After showing patients the condition digitally, we are then able to educate them more thoroughly on treatment, again with the use of technology. CAESY patient education software allows us to show X-rays and other images to the patient in an interactive and educational way. Other patient-education programs include Chairside 2006 by Consult-Pro, MedVisor by MedVisor Dental, Orasphere by Orasphere Corp., and Treatment Pro by Sullivan-Shein. Brief presentations on relevant conditions and treatments reinforce the treatment process and supplement our explanations. Sometimes patients have a hard time understanding why treatment is necessary if they are not experiencing pain or have never had a prior condition. By showing an image of the same condition, patients are more likely to understand why treatment is necessary. For example, every patient receives a periodontal exam and a review of his or her chart so progress can be demonstrated over time. If a patient starts out with six millimeter pockets, we treat the patient and later show him or her a healthy three millimeter pocket, illustrating the improvement made over time. Only then – through technology – can the patient truly see and understand the ramifications of disease or bone loss.

Take-Home Technology

Patients are often overloaded with information during the appointment. For this reason, we create handouts using our clinical and practice management software for them to take home when they have additional time to absorb the information provided, making it easier for them to recall everything we discussed. We create and organize standard forms or handouts in advance for a variety of conditions. This allows us to quickly make them available to patients with the click of a button. My patients will often say, “I need to discuss this with my spouse,” and access to a handout typically means the practice receives fewer phone calls later with questions. Alternatively, some patient-education programs, such as ShowCase within CAESY Enterprise, allow users to burn presentations and images to a CD for patients to take home. Take-aways have become such a standard in our practice that a surprising number of patients request them.
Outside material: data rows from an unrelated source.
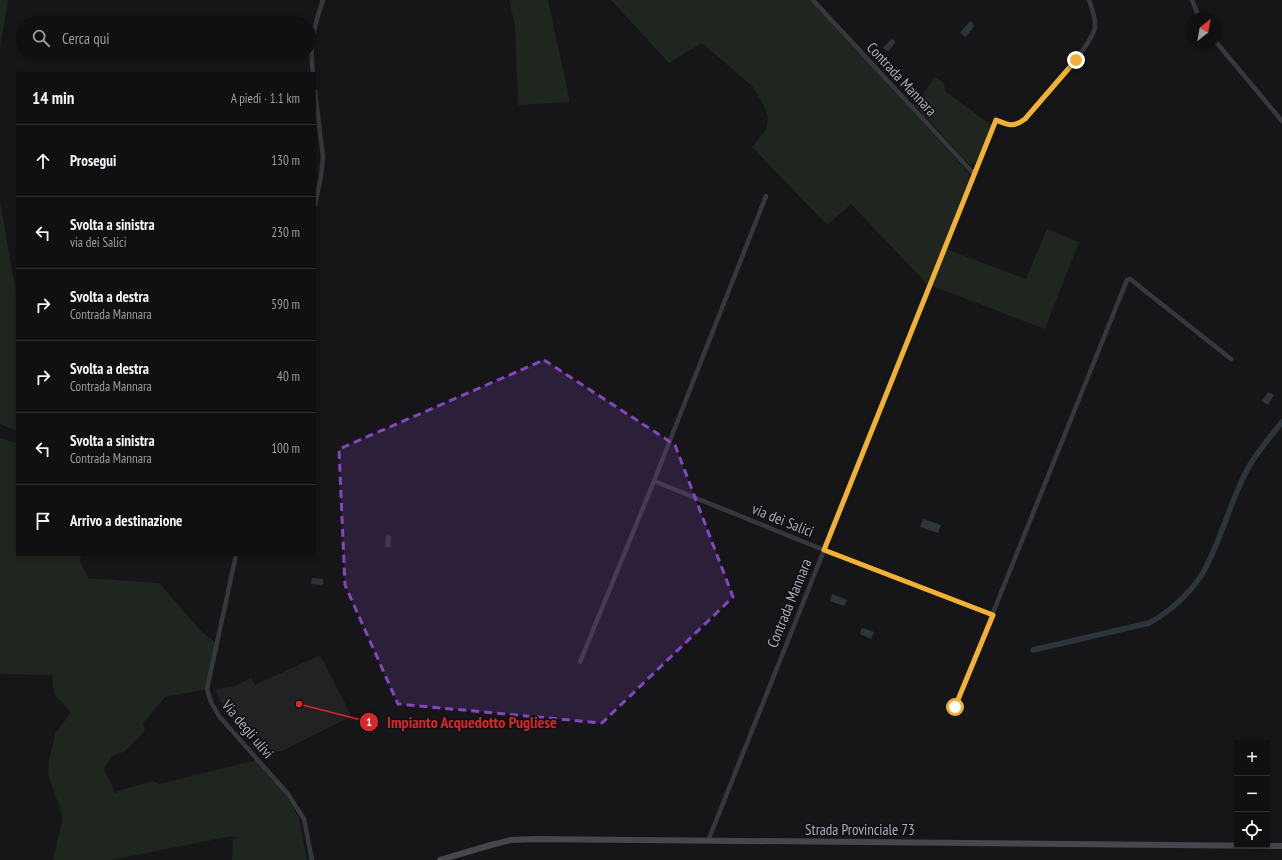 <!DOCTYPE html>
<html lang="it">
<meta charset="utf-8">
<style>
:root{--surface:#101012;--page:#1e1e20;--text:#f1f3f6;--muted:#9c9d9f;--line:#303032}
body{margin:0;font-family:"PT Sans Narrow",sans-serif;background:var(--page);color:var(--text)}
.controls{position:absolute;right:12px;bottom:12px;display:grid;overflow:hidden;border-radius:0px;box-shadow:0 2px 6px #0003}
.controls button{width:36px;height:36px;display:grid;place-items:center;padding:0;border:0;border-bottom:1px solid var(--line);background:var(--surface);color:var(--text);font:20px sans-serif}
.compass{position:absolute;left:1186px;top:12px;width:36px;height:36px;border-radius:50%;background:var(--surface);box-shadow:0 2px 6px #0003;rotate:31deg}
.stop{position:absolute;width:12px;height:12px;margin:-9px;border:3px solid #f2b134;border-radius:50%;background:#fff}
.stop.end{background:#f2b134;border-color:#fff;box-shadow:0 1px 4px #0008}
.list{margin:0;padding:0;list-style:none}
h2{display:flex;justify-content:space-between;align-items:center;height:52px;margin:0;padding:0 16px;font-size:17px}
h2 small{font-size:13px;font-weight:400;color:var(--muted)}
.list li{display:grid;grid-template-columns:26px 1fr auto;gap:12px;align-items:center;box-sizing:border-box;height:72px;padding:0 16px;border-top:1px solid var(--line)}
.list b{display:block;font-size:15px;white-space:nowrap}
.list p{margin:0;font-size:13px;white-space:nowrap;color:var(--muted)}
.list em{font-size:13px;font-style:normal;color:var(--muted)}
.icon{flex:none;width:22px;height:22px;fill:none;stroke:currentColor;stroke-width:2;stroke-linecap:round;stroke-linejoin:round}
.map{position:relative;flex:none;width:1282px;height:860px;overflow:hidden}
.search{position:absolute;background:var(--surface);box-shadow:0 2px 6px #0003;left:16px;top:16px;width:300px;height:44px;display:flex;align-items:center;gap:10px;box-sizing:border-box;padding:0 14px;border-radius:22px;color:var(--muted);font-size:15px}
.panel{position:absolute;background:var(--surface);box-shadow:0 2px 6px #0003;left:16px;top:72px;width:300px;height:484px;border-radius:0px}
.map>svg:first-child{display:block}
.built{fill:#222225}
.green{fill:#1e261f}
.water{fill:#2c353c}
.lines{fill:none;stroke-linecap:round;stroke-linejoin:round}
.canal{stroke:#2c353c;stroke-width:5.5}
.street{stroke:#37383d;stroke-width:4.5}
.secondary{stroke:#45474d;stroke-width:6}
.route{stroke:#f2b134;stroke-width:5}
.marked{fill:#8446be;fill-opacity:0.2;stroke:#8446be;stroke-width:3;stroke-dasharray:8 5;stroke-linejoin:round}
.labels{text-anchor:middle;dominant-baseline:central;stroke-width:3.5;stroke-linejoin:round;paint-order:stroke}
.street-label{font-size:15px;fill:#a8adb8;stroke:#111113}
.leader{fill:none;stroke:#d62828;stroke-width:1.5}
.callout-dot{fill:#d62828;stroke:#111113;stroke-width:1.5}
.mark-label{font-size:12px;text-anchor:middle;font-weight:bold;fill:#fff}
.callout-label{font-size:16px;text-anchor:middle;font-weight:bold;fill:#d62828;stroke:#111113;stroke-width:3.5;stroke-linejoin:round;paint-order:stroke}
</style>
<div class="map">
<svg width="1282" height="860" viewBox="0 0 1282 860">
<rect width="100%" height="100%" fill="#161618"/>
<polygon class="built" points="318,656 321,657 350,713 350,717 282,751 274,752 266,746 233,715 228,707 221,702 216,692 216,689 232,687 251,678 255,685"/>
<g class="green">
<polygon points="0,0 8,0 0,49"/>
<polygon points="509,0 548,0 570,102 518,105 515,26"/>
<polygon points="611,0 812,0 968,172 969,180 927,284 851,204 827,225 752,147 766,130 768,117 764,106 753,87 702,43 669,63"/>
<polygon points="935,77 944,83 945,91 991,125 976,162 970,165 915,105"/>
<polygon points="0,202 17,297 17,431 0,424"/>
<polygon points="1047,229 1079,242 1045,329 932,286 946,249 1026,279"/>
<polygon points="0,438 17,443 17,555 82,555 79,560 88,578 159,583 201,631 215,642 207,689 165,697 143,723 145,731 125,751 111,757 104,770 116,794 118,791 153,781 159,784 257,760 285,794 299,818 307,860 232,860 233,839 239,839 232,836 111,860 53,860 63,817 48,775 49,761 55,734 71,712 54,694 52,675 0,674"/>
</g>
<g class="water">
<polygon points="969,22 972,22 974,26 966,37 960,33"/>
<polygon points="891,39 894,40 895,43 888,52 883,48"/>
<polygon points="1268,392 1274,395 1268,405 1262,401"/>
<polygon points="923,519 941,525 938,533 920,527"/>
<polygon points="386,535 391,536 391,547 385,547"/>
<polygon points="312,578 323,579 323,585 311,584"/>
<polygon points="832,594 847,600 844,606 830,601"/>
<polygon points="863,628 874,632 871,639 860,634 861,629"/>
</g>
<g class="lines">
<path class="canal" d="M1033,650l116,-27c19,-10 40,-29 52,-47 19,-31 28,-72 45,-104 7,-15 25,-36 36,-50"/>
<g class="street">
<polyline points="1192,0 1199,18"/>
<polyline points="1216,42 1282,121"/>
<path d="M313,73c-4,-28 1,-47 10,-73"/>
<polyline points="315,91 323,157 321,176 315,205"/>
<path d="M974,174l22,-54c12,5 17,8 29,-1 15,-17 68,-74 70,-92 1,-9 -3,-19 -6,-27"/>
<polyline points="654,481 824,550 993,615"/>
<polyline points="236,555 207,689 211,702 219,716 288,794 304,819 312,860"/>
<polyline points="580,662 654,481 766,196"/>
<polyline points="955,707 1127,280 1130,279 1231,359"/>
<polyline points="708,841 974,174 813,0"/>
</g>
<polyline class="secondary" points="440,860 491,845 511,840 536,839 1282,846"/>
</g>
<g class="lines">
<path class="route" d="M955,707l38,-92 -169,-65 172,-430c12,5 17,8 29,-1l51,-59"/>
</g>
<path class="marked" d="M544,360l131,85 58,152 -131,126 -204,-19 -53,-119 -6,-136z"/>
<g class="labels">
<g class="street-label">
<text transform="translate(902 79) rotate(47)">Contrada Mannara</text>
<text transform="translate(783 520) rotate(22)">via dei Salici</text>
<text transform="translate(789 603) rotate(-68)">Contrada Mannara</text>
<text transform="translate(248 729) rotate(50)">Via degli ulivi</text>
<text x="860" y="829">Strada Provinciale 73</text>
</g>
</g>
<path class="leader" d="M299 704L369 722"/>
<g class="callout-dot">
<circle cx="299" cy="704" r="4"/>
<circle cx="369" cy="722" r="10"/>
</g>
<g class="mark-label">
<text x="369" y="726">1</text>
</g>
<g class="callout-label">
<text x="472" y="728">Impianto Acquedotto Pugliese</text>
</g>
</svg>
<div class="controls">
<button>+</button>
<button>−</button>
<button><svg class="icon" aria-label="locate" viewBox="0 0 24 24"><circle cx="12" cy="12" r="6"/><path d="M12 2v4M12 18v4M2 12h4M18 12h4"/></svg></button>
</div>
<svg class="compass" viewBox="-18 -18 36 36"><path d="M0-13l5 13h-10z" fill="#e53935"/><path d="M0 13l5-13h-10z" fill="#9c9d9f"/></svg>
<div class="stop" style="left:955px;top:707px"></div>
<div class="stop end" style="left:1076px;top:60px"></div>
<div class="search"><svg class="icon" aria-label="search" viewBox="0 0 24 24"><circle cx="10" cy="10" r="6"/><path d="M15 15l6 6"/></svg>Cerca qui</div>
<section class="panel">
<h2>14 min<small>A piedi · 1.1 km</small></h2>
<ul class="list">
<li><svg class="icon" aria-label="ahead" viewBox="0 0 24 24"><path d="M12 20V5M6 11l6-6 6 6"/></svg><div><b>Prosegui</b></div><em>130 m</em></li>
<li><svg class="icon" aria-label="left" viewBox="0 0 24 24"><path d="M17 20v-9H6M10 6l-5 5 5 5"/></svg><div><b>Svolta a sinistra</b><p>via dei Salici</p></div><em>230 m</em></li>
<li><svg class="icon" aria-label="right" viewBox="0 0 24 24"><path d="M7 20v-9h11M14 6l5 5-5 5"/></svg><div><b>Svolta a destra</b><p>Contrada Mannara</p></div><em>590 m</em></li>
<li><svg class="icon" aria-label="right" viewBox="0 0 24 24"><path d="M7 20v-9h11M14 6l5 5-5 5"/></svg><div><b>Svolta a destra</b><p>Contrada Mannara</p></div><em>40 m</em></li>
<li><svg class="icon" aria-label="left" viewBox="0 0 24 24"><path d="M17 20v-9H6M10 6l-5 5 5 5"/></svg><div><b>Svolta a sinistra</b><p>Contrada Mannara</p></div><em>100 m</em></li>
<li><svg class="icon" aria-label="arrive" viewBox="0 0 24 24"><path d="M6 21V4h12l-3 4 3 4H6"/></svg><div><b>Arrivo a destinazione</b></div></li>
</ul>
</section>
</div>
Patient-Centered Technological Practices

The entire communication process between patients and the dental team is aided by technology. Technology streamlines and enhances verbal communication in the office, proving useful not only in the treatment process, but also ensuring that the everyday functioning of the practice is smooth and efficient. By ensuring a positive, engaging experience for patients, staff can heighten patient satisfaction with their care and help to increase their commitment to oral health. Technology in the hands of a team with great clinical skills and processes allows for a truly patient-centered practice.

About the Author

Christina Nicolini, RDH, works in the Annapolis, Md., area where she practices in a periodontal office. She earned her associate’s degree from Temple University and graduated cum laude with a bachelor’s degree in dental hygiene from Thomas Jefferson University in Philadelphia, Pa. As a licensed registered dental hygienist in three different states, Nicolini has also been active in the American Dental Hygienists’ Association. She can be reached at [email protected].

Tips for EnhancingPractice Communication

  • Get to know your clinical and practice-management software program. A little time dedicated to learning its capabilities will uncover many tools and features you did not realize you had at your disposal.
  • Set up standard programs and patient-education forms for routine procedures to expedite treatment.
  • Technology at home translates to an increasingly educated consumer base. Talk to your patients about Web sites they are visiting, where they are getting information, and stay informed about their concerns.